OK, But my question is why do you need that separation in the first
place? to me it seems an unnecessary distinction between scope delegates
and "regular" delegates.
regarding functions and delegates - I must be missing something but why
do you need a thunk? just allocate a delegate, assign its function
pointer to the function and leave the "context" pointer null. isn't that
enough?
October 25, 2008
Re: Dynamic closure vs static closure
On Sat, Oct 25, 2008 at 5:08 PM, Yigal Chripun <yigal100@gmail.com> wrote:
> Jarrett Billingsley wrote:
>> On Sat, Oct 25, 2008 at 9:30 AM, Yigal Chripun <yigal100@gmail.com> wrote:
>>> anyway, I think you got my intention by now.
>>> I really don't want to have 3 kinds of function types. I think the
>>> already existing separation between function pointers and delegates
>>> could be handled better by adding an implicit cast.
>>
>> It would start to become untenable, but I would imagine closures would
>> be implicitly convertible to scope delegates, since in effect they are
>> a subtype, and anywhere a scope delegate could be used, a closure
>> could be used as well.  Add to that implicit conversion from functions
>> to delegates using thunks and bam, you could have a function take one
>> type and it could accept all three.
>
> OK, But my question is why do you need that separation in the first
> place? to me it seems an unnecessary distinction between scope delegates
> and "regular" delegates.

Did you see the thread on performance?

D1's nested functions are great because they're very efficient.  D2's
"allocate everything on the heap just in case" is, in most cases,
completely unnecessary, and performancewise it's terrible too.  Yes,
with a perfect compiler, it would be able to statically ensure that a
delegate doesn't need to be allocated on the heap; but since we have
separate compilation and use ancient object formats and linkers that
don't understand such analysis, it can't be done.
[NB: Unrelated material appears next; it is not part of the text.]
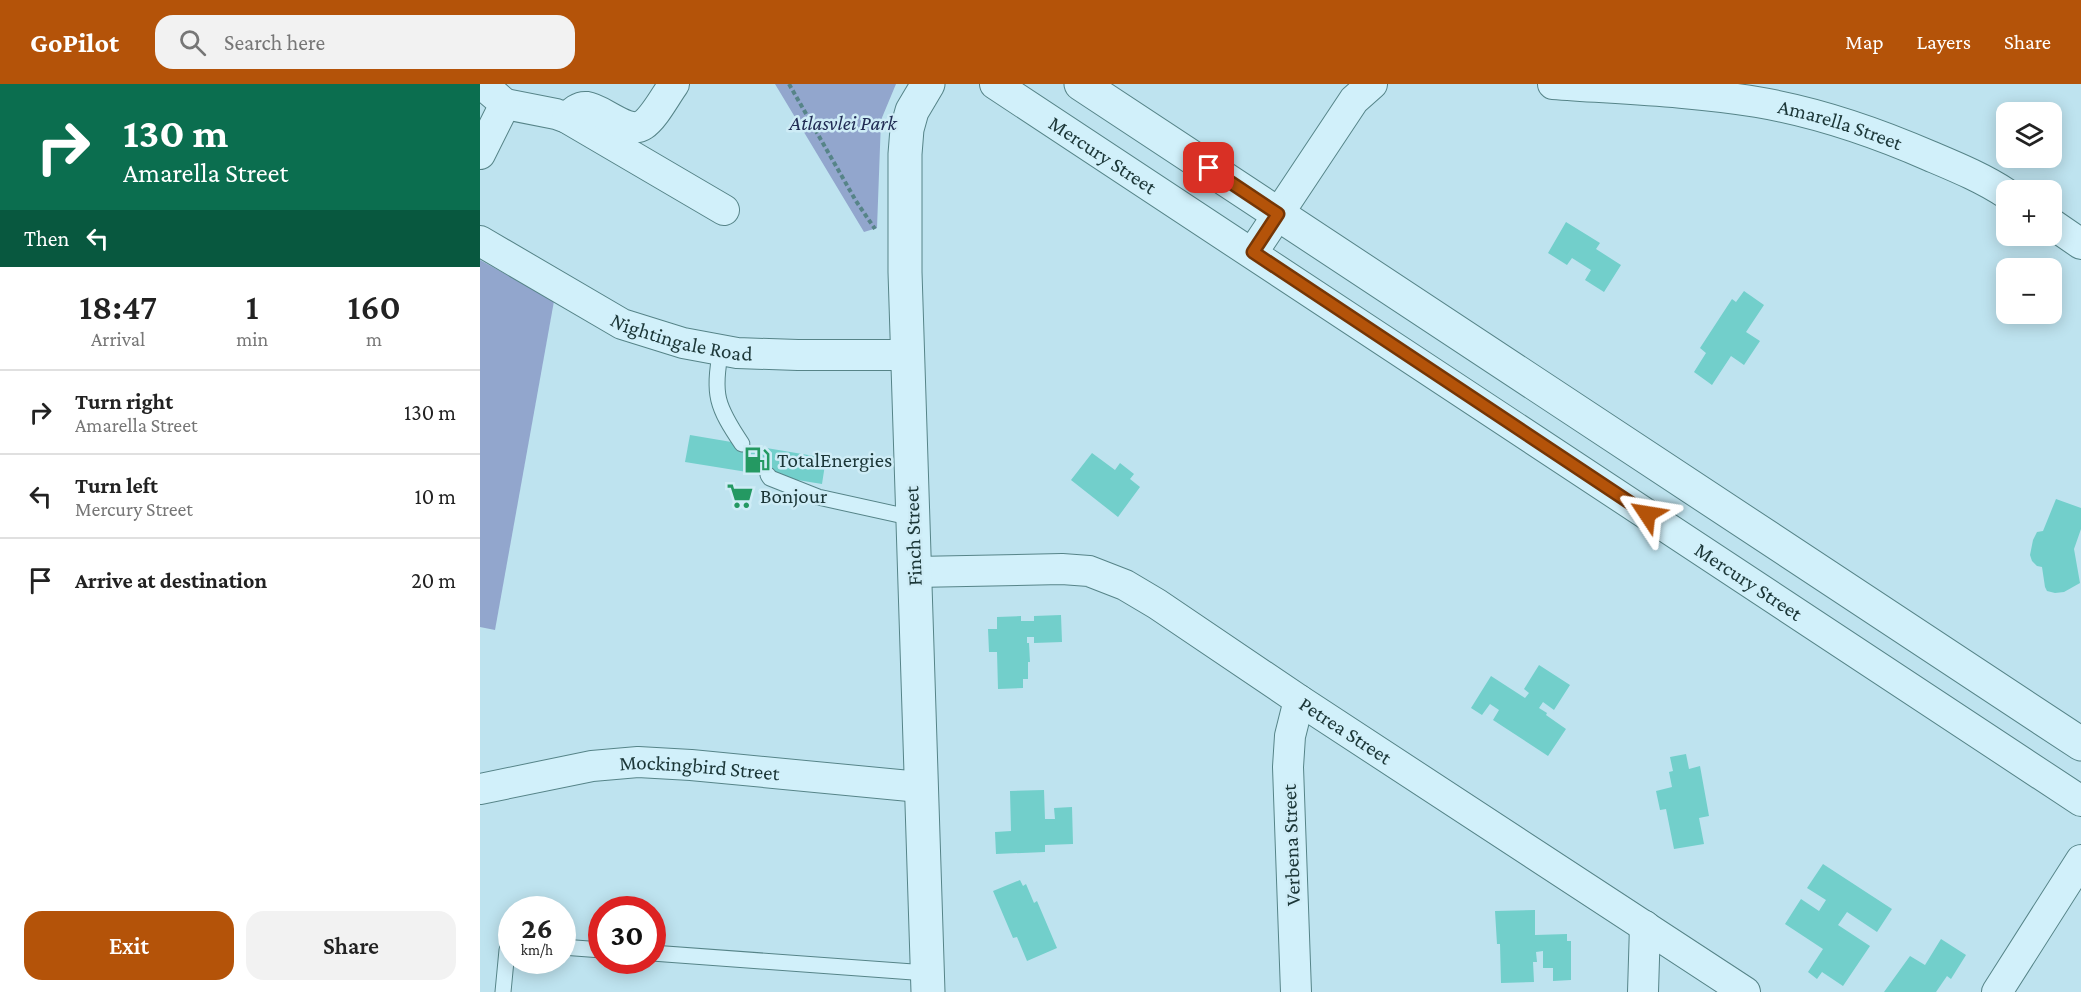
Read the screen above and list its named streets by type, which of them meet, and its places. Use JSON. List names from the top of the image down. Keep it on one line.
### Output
{"streets":{"street":["Amarella Street","Mercury Street","Nightingale Road","Finch Street","Petrea Street","Mockingbird Street","Verbena Street"]},"crossings":[["Nightingale Road","Finch Street"],["Finch Street","Petrea Street"],["Finch Street","Mockingbird Street"],["Petrea Street","Verbena Street"]],"parks":["Atlasvlei Park"],"places":{"fuel station":["TotalEnergies"],"supermarket":["Bonjour"]},"page":{"header":"GoPilot","search":"Search here","nav":["Map","Layers","Share"],"turn":["130 m","Amarella Street"],"map_buttons":["+","−"],"then":"Then","eta":["18:47","Arrival","1","min","160","m"],"list":[{"name":"Turn right","note":"Amarella Street","value":"130 m"},{"name":"Turn left","note":"Mercury Street","value":"10 m"},{"name":"Arrive at destination","value":"20 m"}],"speed":"26 km/h","limit":"30","buttons":["Exit","Share"]}}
> regarding functions and delegates - I must be missing something but why
> do you need a thunk? just allocate a delegate, assign its function
> pointer to the function and leave the "context" pointer null. isn't that
> enough?

No.  Functions and delegates have similar, but slightly different
calling conventions.  Translation from one to the other requires a bit
of register/stack shuffling.  Implicit conversion from function to
delegate only requires a single statically allocated thunk for each
set of parameter types; the delegate would have the thunk as the
funcptr and the original function as the ptr.  The thunk would then be
able to shift the params around and call the real function.
October 26, 2008
Re: Dynamic closure vs static closure
Frank Benoit wrote:
> It is great to hear that this issue is getting solved.
> How will be the now syntax?
> 
> I wonder if the distinction between dynamic/static closure shall be done
> on the calling site, or the called site.
> 
> void foo( void delegate() dg ){
> }
> // -or-
> void foo2( void delegate() dg ){
> }
> 
> void bar(){
>   int i;
>   foo({
>     i++;
>   });
>   // -or-
>   foo( scope {
>     i++;
>   });
> }
> 
> Because I think, the foo method/function signature has to define if the
> delegate is escaping or not. The caller might not know it.
> 
> If the signature defines this, the compiler can check that and give more
> safety.

What if heap delegates were implicitly castable to stack delegates? That 
way, things that needed heap delegates could demand them, and things 
that didn't care would be OK either way?
October 26, 2008
Re: Dynamic closure vs static closure
"Frank Benoit" wrote
> It is great to hear that this issue is getting solved.
> How will be the now syntax?
>
> I wonder if the distinction between dynamic/static closure shall be done
> on the calling site, or the called site.
>
> void foo( void delegate() dg ){
> }
> // -or-
> void foo2( void delegate() dg ){
> }
>
> void bar(){
>  int i;
>  foo({
>    i++;
>  });
>  // -or-
>  foo( scope {
>    i++;
>  });
> }
>
> Because I think, the foo method/function signature has to define if the
> delegate is escaping or not. The caller might not know it.
>
> If the signature defines this, the compiler can check that and give more
> safety.

I think possibly, there cannot be enforcement of this.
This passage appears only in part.